Null values from a csv on Scala and Apache Spark

The reason for the null values is because the default "mode" for the csv API is PERMISSIVE:

mode (default PERMISSIVE): allows a mode for dealing with corrupt records during parsing. It supports the following case-insensitive modes.
- PERMISSIVE : sets other fields to null when it meets a corrupted record, and puts the malformed string into a field configured by columnNameOfCorruptRecord. To keep corrupt records, an user can set a string type field named columnNameOfCorruptRecord in an user-defined schema. If a schema does not have the field, it drops corrupt records during parsing. When a length of parsed CSV tokens is shorter than an expected length of a schema, it sets null for extra fields.
- DROPMALFORMED : ignores the whole corrupted records.
- FAILFAST : throws an exception when it meets corrupted records

csv API

So if we load without a schema we see the following:

scala> val df = spark.read.format("com.databricks.spark.csv").option("header","true").load("data.csv")

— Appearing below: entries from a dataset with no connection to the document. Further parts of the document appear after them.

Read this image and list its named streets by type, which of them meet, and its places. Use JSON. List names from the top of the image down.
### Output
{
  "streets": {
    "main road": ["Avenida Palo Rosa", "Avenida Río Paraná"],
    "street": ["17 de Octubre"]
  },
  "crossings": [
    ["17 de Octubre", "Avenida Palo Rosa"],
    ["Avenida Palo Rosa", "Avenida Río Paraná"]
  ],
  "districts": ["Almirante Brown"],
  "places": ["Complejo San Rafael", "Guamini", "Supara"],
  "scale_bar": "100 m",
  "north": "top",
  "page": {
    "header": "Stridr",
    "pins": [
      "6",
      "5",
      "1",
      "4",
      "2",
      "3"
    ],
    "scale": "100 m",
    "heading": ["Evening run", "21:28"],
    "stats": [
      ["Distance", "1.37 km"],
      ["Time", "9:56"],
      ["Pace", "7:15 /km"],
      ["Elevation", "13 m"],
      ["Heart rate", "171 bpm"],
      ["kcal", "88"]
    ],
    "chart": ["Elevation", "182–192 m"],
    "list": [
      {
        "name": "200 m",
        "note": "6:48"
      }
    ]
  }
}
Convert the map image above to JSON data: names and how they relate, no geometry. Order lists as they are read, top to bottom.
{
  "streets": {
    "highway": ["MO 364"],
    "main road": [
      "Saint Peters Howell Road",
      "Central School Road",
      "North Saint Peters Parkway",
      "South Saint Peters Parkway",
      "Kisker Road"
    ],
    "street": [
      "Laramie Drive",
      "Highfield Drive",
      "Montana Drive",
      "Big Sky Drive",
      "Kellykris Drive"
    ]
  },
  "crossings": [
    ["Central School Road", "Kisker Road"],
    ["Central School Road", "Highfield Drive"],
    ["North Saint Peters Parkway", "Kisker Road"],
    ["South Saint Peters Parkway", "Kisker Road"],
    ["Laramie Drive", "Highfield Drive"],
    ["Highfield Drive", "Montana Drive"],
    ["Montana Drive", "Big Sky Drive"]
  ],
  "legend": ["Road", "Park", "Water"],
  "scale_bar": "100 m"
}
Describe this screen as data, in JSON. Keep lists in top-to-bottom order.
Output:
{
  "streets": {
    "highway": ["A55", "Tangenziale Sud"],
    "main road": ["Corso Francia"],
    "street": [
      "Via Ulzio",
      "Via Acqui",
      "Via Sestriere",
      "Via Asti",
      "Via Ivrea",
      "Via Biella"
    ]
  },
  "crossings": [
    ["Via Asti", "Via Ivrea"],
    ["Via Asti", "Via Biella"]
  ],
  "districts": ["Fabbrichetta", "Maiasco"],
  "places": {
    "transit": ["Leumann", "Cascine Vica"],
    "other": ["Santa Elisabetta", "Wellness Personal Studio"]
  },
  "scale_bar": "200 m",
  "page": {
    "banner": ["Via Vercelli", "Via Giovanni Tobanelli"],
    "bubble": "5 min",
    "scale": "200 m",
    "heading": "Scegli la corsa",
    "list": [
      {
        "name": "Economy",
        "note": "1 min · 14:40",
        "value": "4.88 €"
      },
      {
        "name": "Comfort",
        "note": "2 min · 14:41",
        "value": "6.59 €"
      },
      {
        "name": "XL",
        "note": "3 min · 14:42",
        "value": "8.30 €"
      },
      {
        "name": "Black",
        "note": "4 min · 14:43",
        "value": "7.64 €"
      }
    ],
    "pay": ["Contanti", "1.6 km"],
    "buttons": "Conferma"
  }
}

df: org.apache.spark.sql.DataFrame = [Rank: string, Grade: string ... 4 more fields]

scala> df.show
+----+-----+--------------------+------------+-----------+-----------+
|Rank|Grade|         Channelname|VideoUploads|Subscribers| Videoviews|
+----+-----+--------------------+------------+-----------+-----------+
| 1st| A++ |              Zee TV|       82757|   18752951|20869786591|
| 2nd| A++ |            T-Series|       12661|   61196302|47548839843|
| 3rd| A++ |Cocomelon - Nurse...|         373|   19238251| 9793305082|
| 4th| A++ |           SET India|       27323|   31180559|22675948293|
| 5th| A++ |                 WWE|       36756|   32852346|26273668433|
| 6th| A++ |          Movieclips|       30243|   17149705|16618094724|
| 7th| A++ |          netd müzik|        8500|   11373567|23898730764|
| 8th| A++ |ABS-CBN Entertain...|      100147|   12149206|17202609850|
| 9th| A++ |     Ryan ToysReview|        1140|   16082927|24518098041|
|10th| A++ |         Zee Marathi|       74607|    2841811| 2591830307|
|11th|  A+ |     5-Minute Crafts|        2085|   33492951| 8587520379|
|12th|  A+ |     Canal KondZilla|         822|   39409726|19291034467|
|13th|  A+ |    Like Nastya Vlog|         150|    7662886| 2540099931|
|14th|  A+ |               Ozuna|          50|   18824912| 8727783225|
|15th|  A+ |          Wave Music|       16119|   15899764|10989179147|
|16th|  A+ |         Ch3Thailand|       49239|   11569723| 9388600275|
|17th|  A+ |     WORLDSTARHIPHOP|        4778|   15830098|11102158475|
|18th|  A+ |     Vlad and Nikita|          53|        -- | 1428274554|
+----+-----+--------------------+------------+-----------+-----------+

If we apply your schema we see this:

scala> val schema = StructType(Array(StructField("Rank",StringType,true),StructField("Grade", StringType, true),StructField("Channelname",StringType,true),StructField("Video Uploads",IntegerType,true), StructField("Suscribers",IntegerType,true),StructField("Videoviews",IntegerType,true)))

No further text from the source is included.